WILLAERTS, Adam
Painter, member of a Dutch family of painters. The marine painter Adam Willaerts was one of the many Protestants who emigrated from Flanders to the northern Netherlands at the end of the 16th century. He had three sons who became painters, at least two of whom, Abraham Willaerts and Isaac Willaerts, studied with him and painted marine subjects as well as portraits. Unlike his father and younger brothers, the eldest son Cornelis Willaerts (1600-66) was a history painter who also painted portraits and landscapes, including Arcadian scenes in the manner of Cornelis van Poelenburch. He remains a shadowy figure, by whom only one signed work is known.

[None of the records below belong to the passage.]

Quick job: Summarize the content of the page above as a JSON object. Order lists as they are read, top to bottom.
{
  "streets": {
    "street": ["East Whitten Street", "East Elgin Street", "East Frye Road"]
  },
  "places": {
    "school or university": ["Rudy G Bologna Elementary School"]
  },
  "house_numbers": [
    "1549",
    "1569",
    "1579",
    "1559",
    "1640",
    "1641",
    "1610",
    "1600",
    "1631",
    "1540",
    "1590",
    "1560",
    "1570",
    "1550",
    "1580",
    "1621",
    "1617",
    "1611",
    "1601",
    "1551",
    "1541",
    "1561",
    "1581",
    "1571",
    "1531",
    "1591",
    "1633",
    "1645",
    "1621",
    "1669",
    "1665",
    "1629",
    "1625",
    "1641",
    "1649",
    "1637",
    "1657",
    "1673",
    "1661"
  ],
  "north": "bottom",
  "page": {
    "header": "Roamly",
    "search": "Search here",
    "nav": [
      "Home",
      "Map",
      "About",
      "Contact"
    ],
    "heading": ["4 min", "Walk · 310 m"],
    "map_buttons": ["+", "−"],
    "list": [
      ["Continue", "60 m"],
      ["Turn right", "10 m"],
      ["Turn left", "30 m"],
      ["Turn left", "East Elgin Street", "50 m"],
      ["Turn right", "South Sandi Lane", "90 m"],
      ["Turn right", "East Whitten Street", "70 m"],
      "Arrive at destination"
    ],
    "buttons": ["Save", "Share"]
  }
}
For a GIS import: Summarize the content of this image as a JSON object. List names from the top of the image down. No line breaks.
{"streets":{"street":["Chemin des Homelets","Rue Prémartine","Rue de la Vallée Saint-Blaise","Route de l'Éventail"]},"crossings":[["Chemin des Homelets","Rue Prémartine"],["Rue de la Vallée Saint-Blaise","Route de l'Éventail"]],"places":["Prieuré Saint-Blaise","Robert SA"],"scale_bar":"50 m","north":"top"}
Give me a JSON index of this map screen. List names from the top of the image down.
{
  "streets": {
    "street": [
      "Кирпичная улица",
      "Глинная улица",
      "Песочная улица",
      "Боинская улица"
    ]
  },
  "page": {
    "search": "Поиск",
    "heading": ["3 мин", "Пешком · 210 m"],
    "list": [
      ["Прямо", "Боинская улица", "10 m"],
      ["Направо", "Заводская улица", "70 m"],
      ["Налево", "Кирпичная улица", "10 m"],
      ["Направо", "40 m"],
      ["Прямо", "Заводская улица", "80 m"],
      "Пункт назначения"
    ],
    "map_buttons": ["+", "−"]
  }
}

During his early years in Antwerp Adam Willaerts was impressed with the colourful paintings of the Fleming Jan Breughel the Elder. He spent some time in England before settling in inland Utrecht, aged 23, in 1604, where he lived for the rest of his life. However, the subject and style of his earliest known picture, Dutch East Indiamen off the West African Coast (1608; Amsterdam, Historische Museum), presumably painted after the artist’s arrival in Holland, shows the influence of the Dutch marine painter Hendrick Cornelisz. Vroom. In this painting Willaerts adopted Vroom’s austere compositional scheme of an uninterrupted horizontal expanse of water with no framing devices, but he lacked Vroom’s skill in depicting ships.
In Holland he knew Roelandt Savery, whose influence can be seen in his landscapes, and he was almost certainly influenced by the Brueghel family since he also painted genre subjects. Later he turned to beach scenes, influenced by Jan Brueghel and Joos de Momper. He had three sons who were also marine painters.